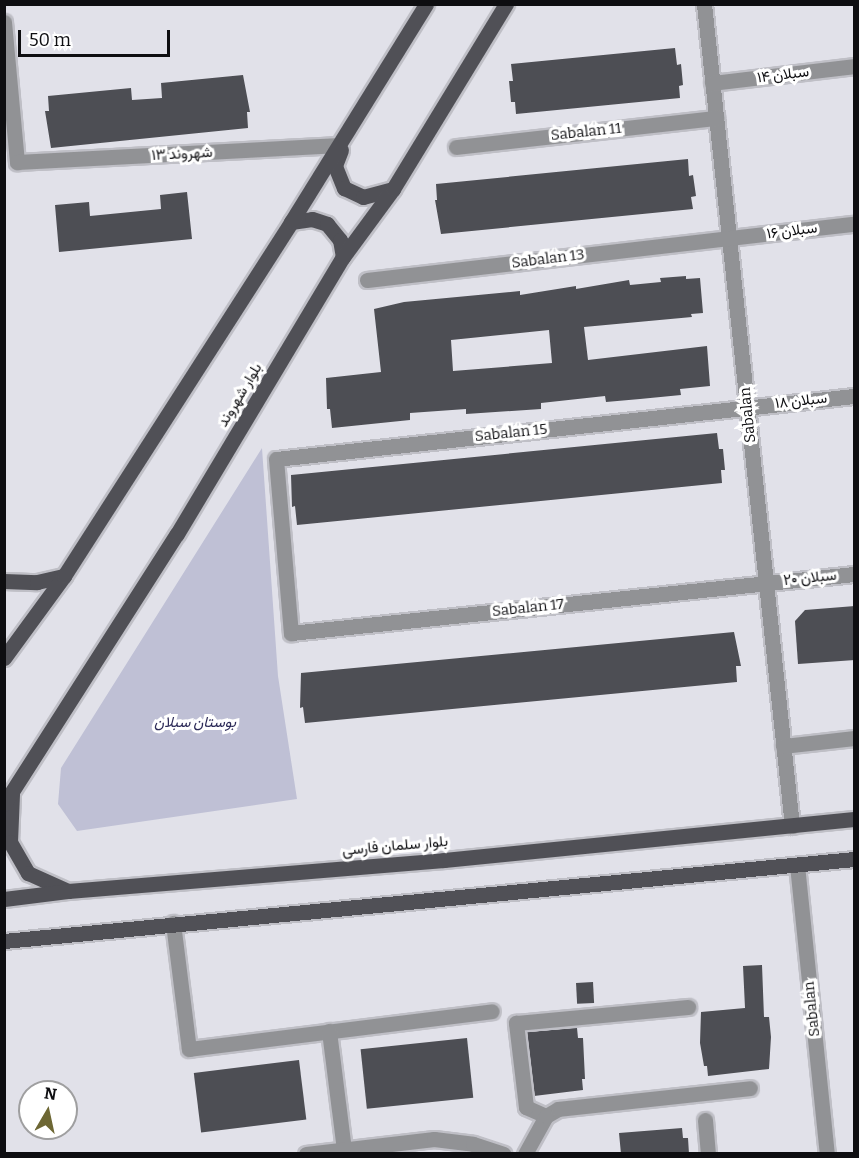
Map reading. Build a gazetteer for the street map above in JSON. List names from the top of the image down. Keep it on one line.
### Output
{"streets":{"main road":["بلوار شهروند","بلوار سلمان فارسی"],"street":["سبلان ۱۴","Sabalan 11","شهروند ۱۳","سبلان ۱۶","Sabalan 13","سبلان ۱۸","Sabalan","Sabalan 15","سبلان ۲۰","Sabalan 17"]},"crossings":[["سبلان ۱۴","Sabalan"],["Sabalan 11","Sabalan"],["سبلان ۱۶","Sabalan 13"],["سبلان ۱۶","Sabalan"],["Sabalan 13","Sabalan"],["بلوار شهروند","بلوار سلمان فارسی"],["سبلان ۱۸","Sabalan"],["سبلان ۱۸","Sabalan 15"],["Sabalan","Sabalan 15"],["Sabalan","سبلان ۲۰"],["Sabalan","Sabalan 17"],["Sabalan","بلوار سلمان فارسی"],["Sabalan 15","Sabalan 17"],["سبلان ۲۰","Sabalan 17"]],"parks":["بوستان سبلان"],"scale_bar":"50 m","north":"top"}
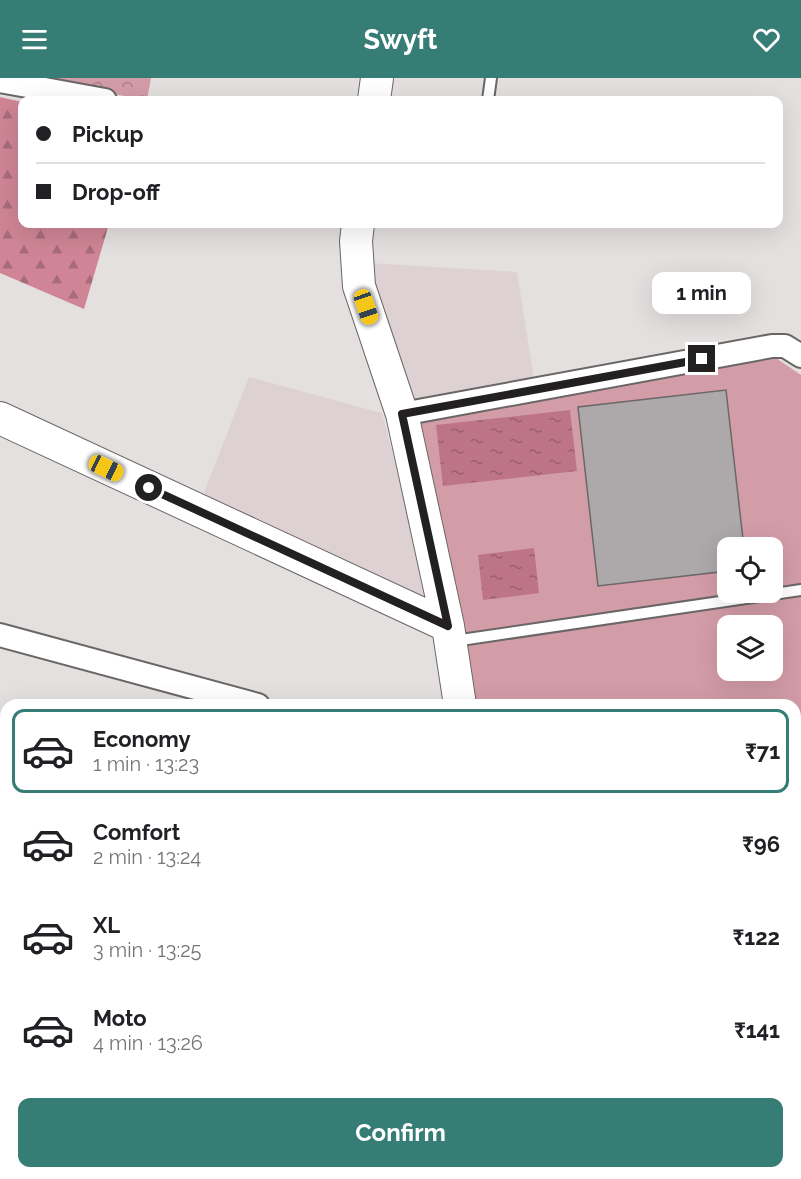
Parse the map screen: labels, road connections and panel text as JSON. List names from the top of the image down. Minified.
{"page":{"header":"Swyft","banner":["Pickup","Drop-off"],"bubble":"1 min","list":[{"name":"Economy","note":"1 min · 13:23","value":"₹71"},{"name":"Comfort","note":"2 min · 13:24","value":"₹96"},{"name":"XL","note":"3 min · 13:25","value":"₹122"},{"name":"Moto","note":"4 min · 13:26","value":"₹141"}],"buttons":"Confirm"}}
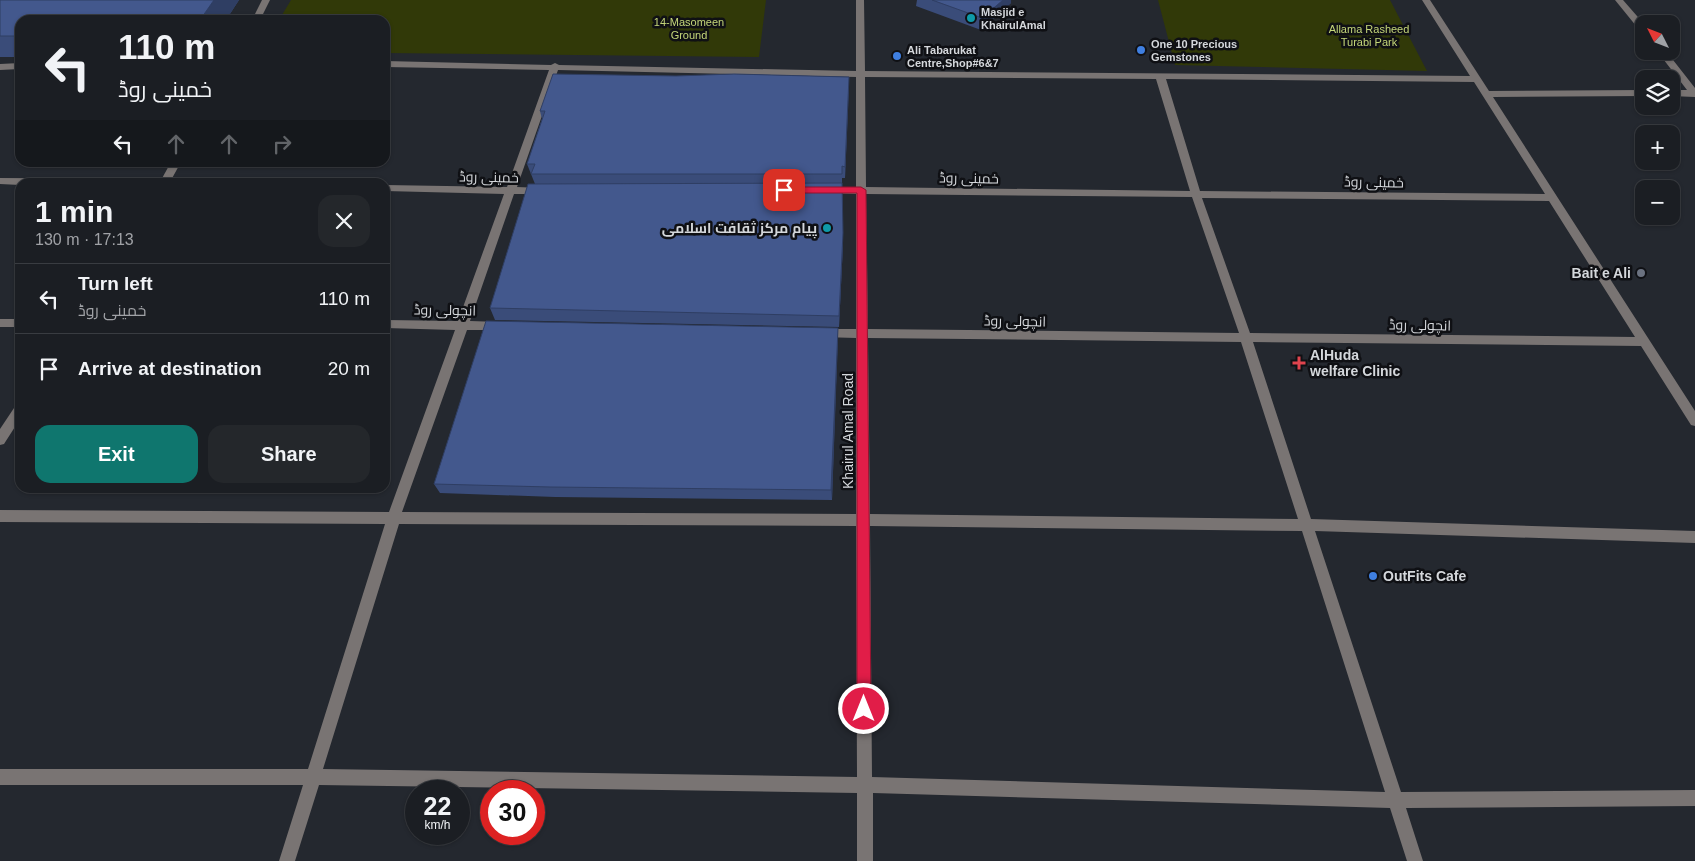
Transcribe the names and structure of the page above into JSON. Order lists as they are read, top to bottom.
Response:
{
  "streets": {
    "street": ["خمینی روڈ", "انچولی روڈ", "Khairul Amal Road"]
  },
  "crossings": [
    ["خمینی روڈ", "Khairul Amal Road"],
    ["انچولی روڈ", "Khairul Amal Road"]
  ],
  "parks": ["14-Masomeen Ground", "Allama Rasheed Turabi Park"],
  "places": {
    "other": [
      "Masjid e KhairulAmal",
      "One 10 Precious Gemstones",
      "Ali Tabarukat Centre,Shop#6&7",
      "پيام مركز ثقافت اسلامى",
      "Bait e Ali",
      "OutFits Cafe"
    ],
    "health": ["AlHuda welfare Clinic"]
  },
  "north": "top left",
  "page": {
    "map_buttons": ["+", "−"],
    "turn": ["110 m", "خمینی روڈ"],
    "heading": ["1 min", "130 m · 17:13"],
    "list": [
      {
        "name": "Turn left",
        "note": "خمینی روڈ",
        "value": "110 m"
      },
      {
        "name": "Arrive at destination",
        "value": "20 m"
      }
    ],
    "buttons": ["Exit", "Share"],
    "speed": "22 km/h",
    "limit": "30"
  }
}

● **Task to carry out**
In the copy, include every record exactly and no pictures at all.

● **Solved exercise**
Map reading. Build a gazetteer for the street map above in JSON. List names from the top of the image down. Keep it on one line.
### Output
{"streets":{"main road":["بلوار شهروند","بلوار سلمان فارسی"],"street":["سبلان ۱۴","Sabalan 11","شهروند ۱۳","سبلان ۱۶","Sabalan 13","سبلان ۱۸","Sabalan","Sabalan 15","سبلان ۲۰","Sabalan 17"]},"crossings":[["سبلان ۱۴","Sabalan"],["Sabalan 11","Sabalan"],["سبلان ۱۶","Sabalan 13"],["سبلان ۱۶","Sabalan"],["Sabalan 13","Sabalan"],["بلوار شهروند","بلوار سلمان فارسی"],["سبلان ۱۸","Sabalan"],["سبلان ۱۸","Sabalan 15"],["Sabalan","Sabalan 15"],["Sabalan","سبلان ۲۰"],["Sabalan","Sabalan 17"],["Sabalan","بلوار سلمان فارسی"],["Sabalan 15","Sabalan 17"],["سبلان ۲۰","Sabalan 17"]],"parks":["بوستان سبلان"],"scale_bar":"50 m","north":"top"}
Parse the map screen: labels, road connections and panel text as JSON. List names from the top of the image down. Minified.
{"page":{"header":"Swyft","banner":["Pickup","Drop-off"],"bubble":"1 min","list":[{"name":"Economy","note":"1 min · 13:23","value":"₹71"},{"name":"Comfort","note":"2 min · 13:24","value":"₹96"},{"name":"XL","note":"3 min · 13:25","value":"₹122"},{"name":"Moto","note":"4 min · 13:26","value":"₹141"}],"buttons":"Confirm"}}
Transcribe the names and structure of the page above into JSON. Order lists as they are read, top to bottom.
Response:
{
  "streets": {
    "street": ["خمینی روڈ", "انچولی روڈ", "Khairul Amal Road"]
  },
  "crossings": [
    ["خمینی روڈ", "Khairul Amal Road"],
    ["انچولی روڈ", "Khairul Amal Road"]
  ],
  "parks": ["14-Masomeen Ground", "Allama Rasheed Turabi Park"],
  "places": {
    "other": [
      "Masjid e KhairulAmal",
      "One 10 Precious Gemstones",
      "Ali Tabarukat Centre,Shop#6&7",
      "پيام مركز ثقافت اسلامى",
      "Bait e Ali",
      "OutFits Cafe"
    ],
    "health": ["AlHuda welfare Clinic"]
  },
  "north": "top left",
  "page": {
    "map_buttons": ["+", "−"],
    "turn": ["110 m", "خمینی روڈ"],
    "heading": ["1 min", "130 m · 17:13"],
    "list": [
      {
        "name": "Turn left",
        "note": "خمینی روڈ",
        "value": "110 m"
      },
      {
        "name": "Arrive at destination",
        "value": "20 m"
      }
    ],
    "buttons": ["Exit", "Share"],
    "speed": "22 km/h",
    "limit": "30"
  }
}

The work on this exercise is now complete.